Adam Levin, Adam Levin is the founder of Hightimes Holdings Corp. and has served
as its Chairman and Chief Executive Officer, since its inception in December
2016. Mr. Levin currently serves on the board of directors of Pride Media, Inc.,
and previously served as the Chairman of the Board of Directors of Pixelmags
until its sale in 2016. He brings over 15 years of leadership experience running
Internet-based technology and e-commerce companies. Mr. Levin has been Managing
Director of Oreva Capital Corp, since September 2016 and for five years prior to
that was the Managing Director of Vert Capital Corp where he oversaw the day to
day operations of the firm, and led the acquisition of a number of companies. He
has extensive experience in the fields of mobile, social networking,
entertainment as well as venture capital and merger and acquisition strategies.

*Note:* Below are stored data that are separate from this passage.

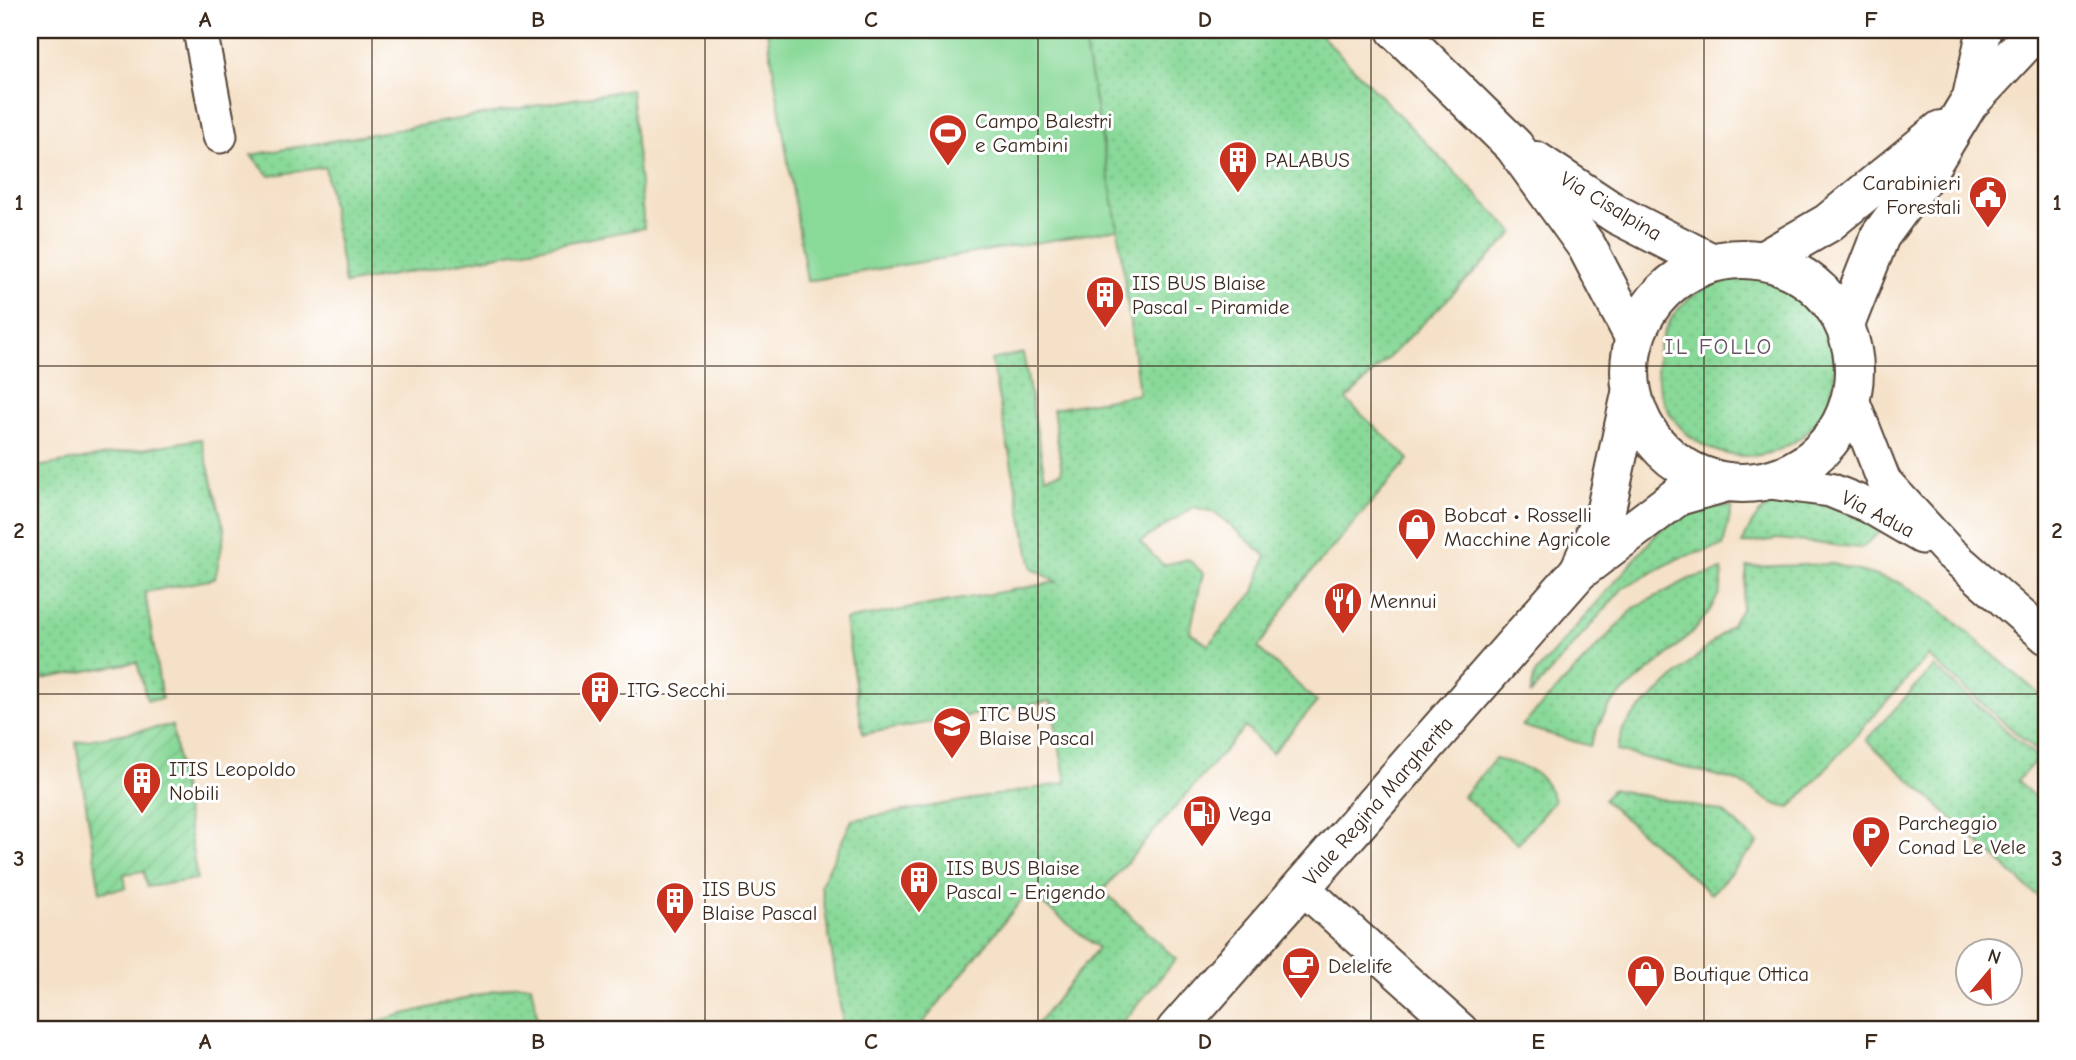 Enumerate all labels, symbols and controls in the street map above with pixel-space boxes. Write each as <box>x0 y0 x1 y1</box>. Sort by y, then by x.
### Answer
text: A <box>199 6 212 33</box>
text: B <box>531 6 545 33</box>
text: C <box>864 6 878 33</box>
text: D <box>1198 6 1212 33</box>
text: E <box>1531 6 1545 33</box>
text: F <box>1864 6 1878 33</box>
place label: Campo Balestri e Gambini <box>975 109 1112 157</box>
sports icon: Campo Balestri e Gambini <box>927 112 969 167</box>
building icon: PALABUS <box>1217 139 1259 194</box>
place label: PALABUS <box>1265 148 1350 172</box>
street label: Via Cisalpina <box>1556 166 1666 246</box>
place label: Carabinieri Forestali <box>1862 171 1961 219</box>
public building icon: Carabinieri Forestali <box>1967 174 2009 229</box>
text: 1 <box>14 189 24 216</box>
text: 1 <box>2052 189 2062 216</box>
place label: IIS BUS Blaise Pascal - Piramide <box>1132 271 1290 319</box>
building icon: IIS BUS Blaise Pascal - Piramide <box>1084 274 1126 329</box>
district label: IL FOLLO <box>1665 333 1773 360</box>
street label: Via Adua <box>1837 485 1919 543</box>
place label: Bobcat • Rosselli Macchine Agricole <box>1444 503 1611 551</box>
shop icon: Bobcat • Rosselli Macchine Agricole <box>1396 506 1438 561</box>
text: 2 <box>13 517 25 544</box>
text: 2 <box>2051 517 2063 544</box>
restaurant icon: Mennui <box>1322 580 1364 635</box>
place label: Mennui <box>1370 589 1437 613</box>
building icon: ITG Secchi <box>579 669 621 724</box>
place label: ITG Secchi <box>627 678 725 702</box>
place label: ITC BUS Blaise Pascal <box>979 702 1094 750</box>
school or university icon: ITC BUS Blaise Pascal <box>931 705 973 760</box>
street label: Viale Regina Margherita <box>1298 712 1458 890</box>
place label: ITIS Leopoldo Nobili <box>169 757 296 805</box>
building icon: ITIS Leopoldo Nobili <box>121 760 163 815</box>
fuel station icon: Vega <box>1181 793 1223 848</box>
place label: Vega <box>1229 802 1271 826</box>
place label: Parcheggio Conad Le Vele <box>1898 811 2026 859</box>
parking icon: Parcheggio Conad Le Vele <box>1850 814 1892 869</box>
text: 3 <box>13 845 25 872</box>
text: 3 <box>2051 845 2063 872</box>
place label: IIS BUS Blaise Pascal - Erigendo <box>946 856 1106 904</box>
building icon: IIS BUS Blaise Pascal - Erigendo <box>898 859 940 914</box>
place label: IIS BUS Blaise Pascal <box>702 877 817 925</box>
building icon: IIS BUS Blaise Pascal <box>654 880 696 935</box>
north arrow <box>1954 937 2024 1007</box>
text: N <box>1985 944 2004 969</box>
cafe icon: Delelife <box>1280 945 1322 1000</box>
shop icon: Boutique Ottica <box>1625 953 1667 1008</box>
place label: Delelife <box>1328 954 1392 978</box>
place label: Boutique Ottica <box>1673 962 1809 986</box>
text: A <box>199 1028 212 1055</box>
text: B <box>531 1028 545 1055</box>
text: C <box>864 1028 878 1055</box>
text: D <box>1198 1028 1212 1055</box>
text: E <box>1531 1028 1545 1055</box>
text: F <box>1864 1028 1878 1055</box> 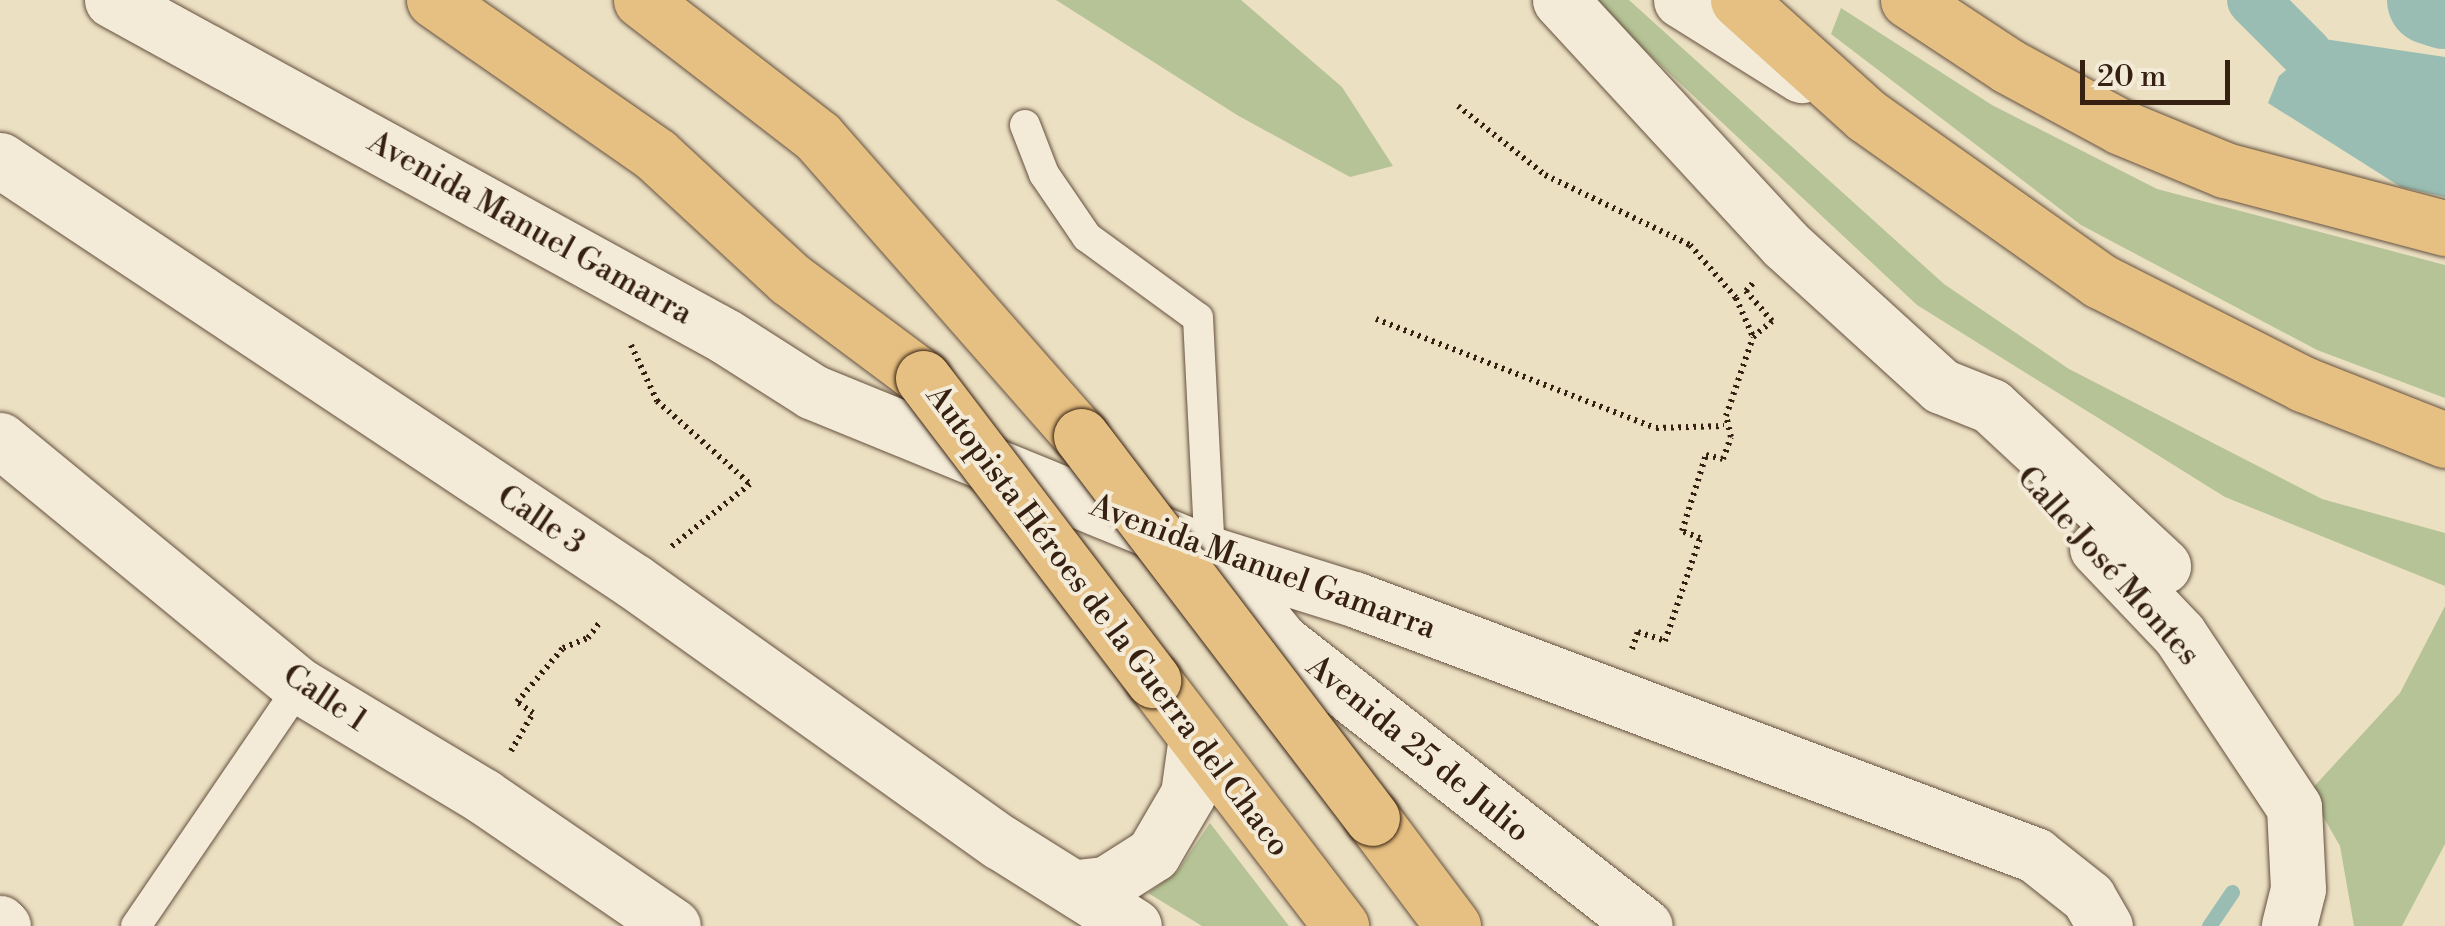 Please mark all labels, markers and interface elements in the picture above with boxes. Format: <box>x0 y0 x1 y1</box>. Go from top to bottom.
scale bar <box>2085 40 2235 102</box>
text: 20 m <box>2097 58 2166 96</box>
street label: Avenida Manuel Gamarra <box>361 123 699 333</box>
street label: Autopista Héroes de la Guerra del Chaco <box>918 378 1298 864</box>
street label: Calle José Montes <box>2008 458 2208 674</box>
street label: Calle 3 <box>490 477 592 563</box>
street label: Avenida Manuel Gamarra <box>1085 487 1441 647</box>
street label: Avenida 25 de Julio <box>1299 647 1537 851</box>
street label: Calle 1 <box>275 656 375 740</box> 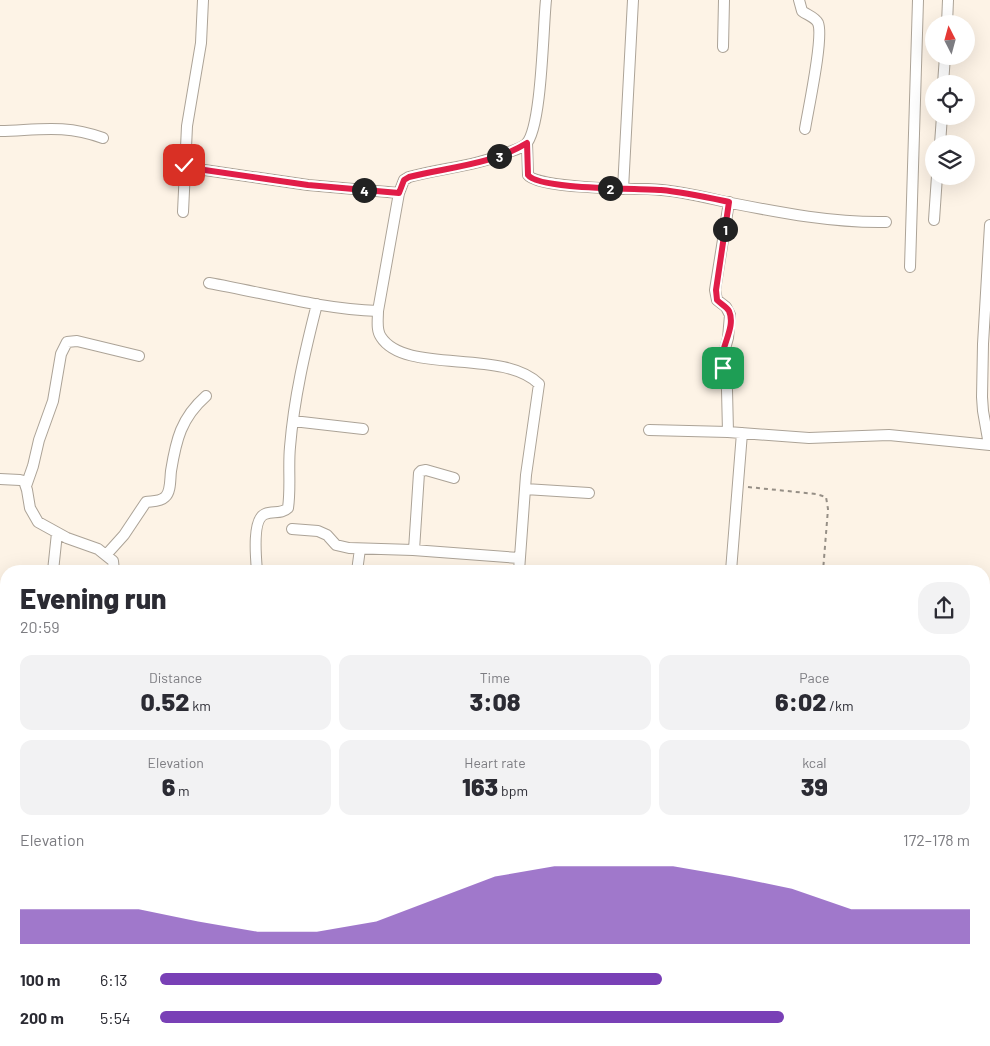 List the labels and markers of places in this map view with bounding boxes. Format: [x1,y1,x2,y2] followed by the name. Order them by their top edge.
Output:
[163,144,205,186] pin
[486,144,512,168] pin: 3
[598,176,622,200] pin: 2
[352,178,376,202] pin: 4
[712,216,738,242] pin: 1
[702,347,744,389] pin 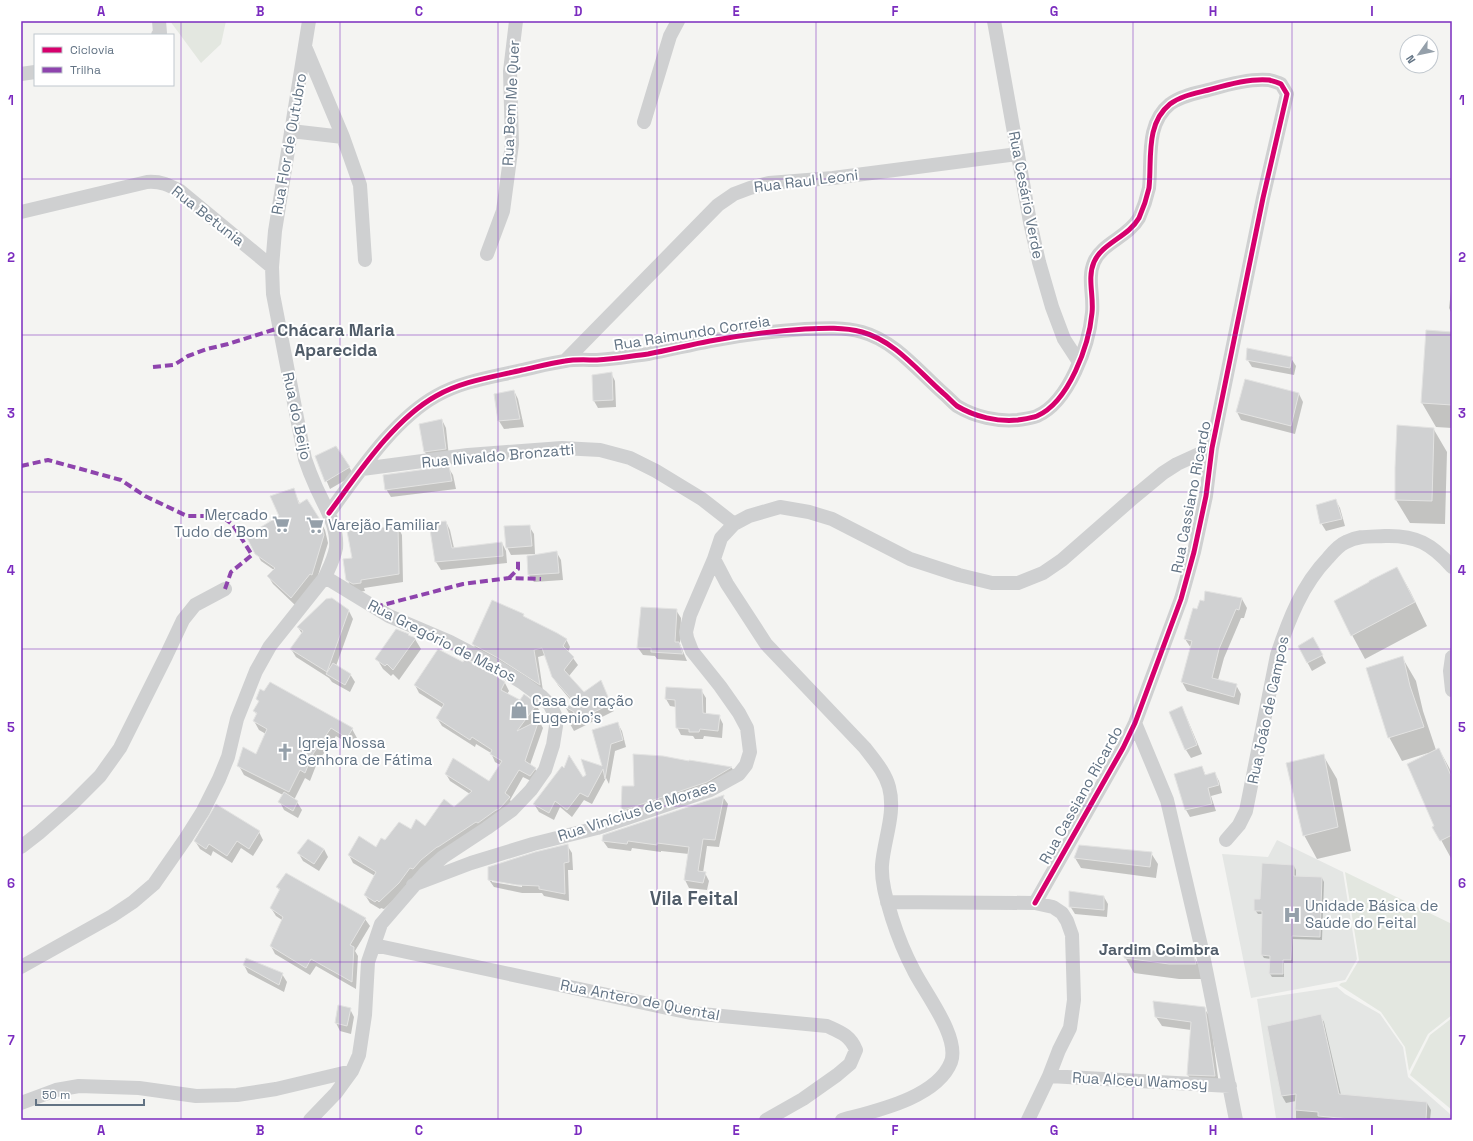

Mr. Levin has been a featured speaker at CES, MIPTV, MONY Conference, CTIA,
Wireless Influencers, and has been featured in The Wall Street Journal, The NY
Times, Fortune, Bloomberg and Entrepreneur Magazine. He has appeared on CNN,
NPR, MSNBC, HBO and Fox News. Mr. Levin also served as Chief Executive Officer
and a director of Bebo.com, Inc., a social networking and content website, from
2010 to 2012. Bebo.com, Inc., filed for protection under Chapter 11 of the
United States Bankruptcy Code in May 2013. Mr. Levin was an officer of Bebo
within the two-year period prior to the filing of the Chapter 11 petition but
had resigned as an officer and director prior to such filing. Mr. Levin earned
a BA from Thomas Edison State College.
Item 9.01. Financial Statements and Exhibits.
Exhibit No. Description
3.1 Agreement, dated as of January 3, 2018, among Barington/Hilco
Acquisition Corp., Barington Companies Advisors, LLC, Hilco Global,
Hilco Merchant Resources, LLC and certain additional parties, including
members of the board of directors of the Company, and Sweiss Ventures,
LLC, a Nevada limited liability company, DMZ1 Holdings, LLC, a New York
limited liability company, BAG Spac 1, LLC, a Delaware limited liability
company, PLA99, LLC, a Delaware limited liability company, and Oreva
Partners, LLC, a Delaware limited liability company.